Oral Metronidazole Equivalent to Vancomycin for C difficile

Daniel M. Keller, PhD

September 23, 2011

September 23, 2011 (Chicago, Illinois) — Oral vancomycin and oral metronidazole appear to be equally effective in treating patients with Clostridium difficile infection, regardless of the severity of infection, lead author Qamar Saleheen, MD, an infectious diseases fellow at the Hines Veterans Administration (VA) Hospital in Illinois, reported during a poster session here at the 51st Interscience Conference on Antimicrobial Agents and Chemotherapy.

The rate of recurrence and the complication rate were not statistically different between the 2 drugs, he announced.

Dr. Saleheen noted that the May 2010 guidelines of the Society for Healthcare Epidemiology of America (SHEA) recommend oral metronidazole for mild to moderate infections and oral vancomycin for more severe infections.

The investigators used a retrospective chart review to judge the response to treatment and the relation between the severity of illness and the response to each drug. From January 1, 2009 to March 31, 2010, 147 patients were enrolled in the study. C difficile infection was defined as the presence of diarrhea and a positive stool toxin test result or a finding of pseudomembranous colitis on colonoscopy. Only patients who had been treated solely with oral metronidazole and/or vancomycin were included. Exclusion criteria were HIV infection, no treatment received, no diarrhea, and the use of other drugs for C difficile infection.

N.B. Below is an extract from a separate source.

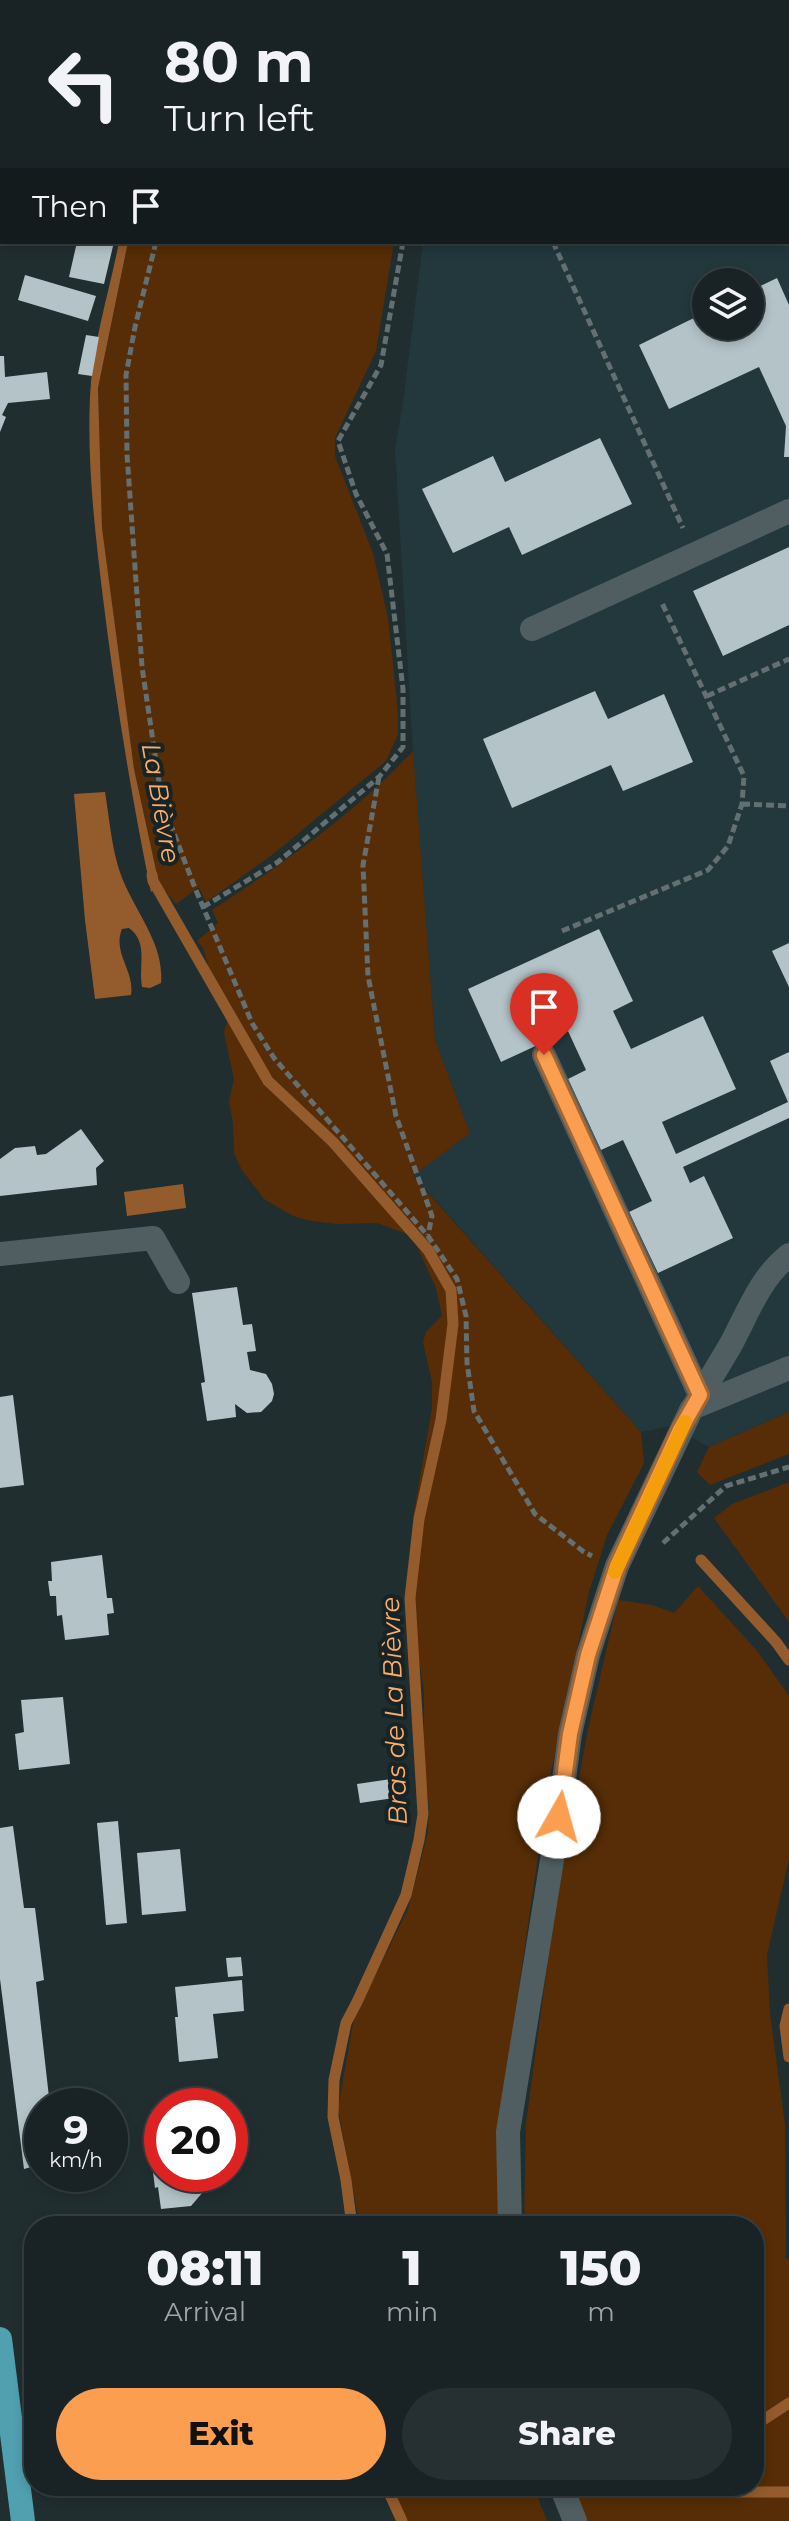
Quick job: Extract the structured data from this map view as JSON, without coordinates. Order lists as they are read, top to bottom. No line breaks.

According to SHEA criteria, illness was defined as severe if leukocytosis was 15,000 cells/μL or more or serum creatinine level was at least 1.5 times the premorbid level.

Clinicians chose the initial treatment drugs — either oral metronidazole (n = 122) or oral vancomycin (n = 25). Twenty-eight patients in the metronidazole group crossed over to the vancomycin group. No patient initially in the vancomycin group crossed over to the metronidazole group.

Of the 25 patients in the vancomycin group, 14 had severe disease, 3 of which were recurrences of C difficile infection (21%). There were no recurrences among the 11 patients with nonsevere disease (0%).

Among the 59 patients with severe disease in the metronidazole group, there were 16 recurrences (27%); among the 63 patients with nonsevere disease, there were 11 recurrences (17%).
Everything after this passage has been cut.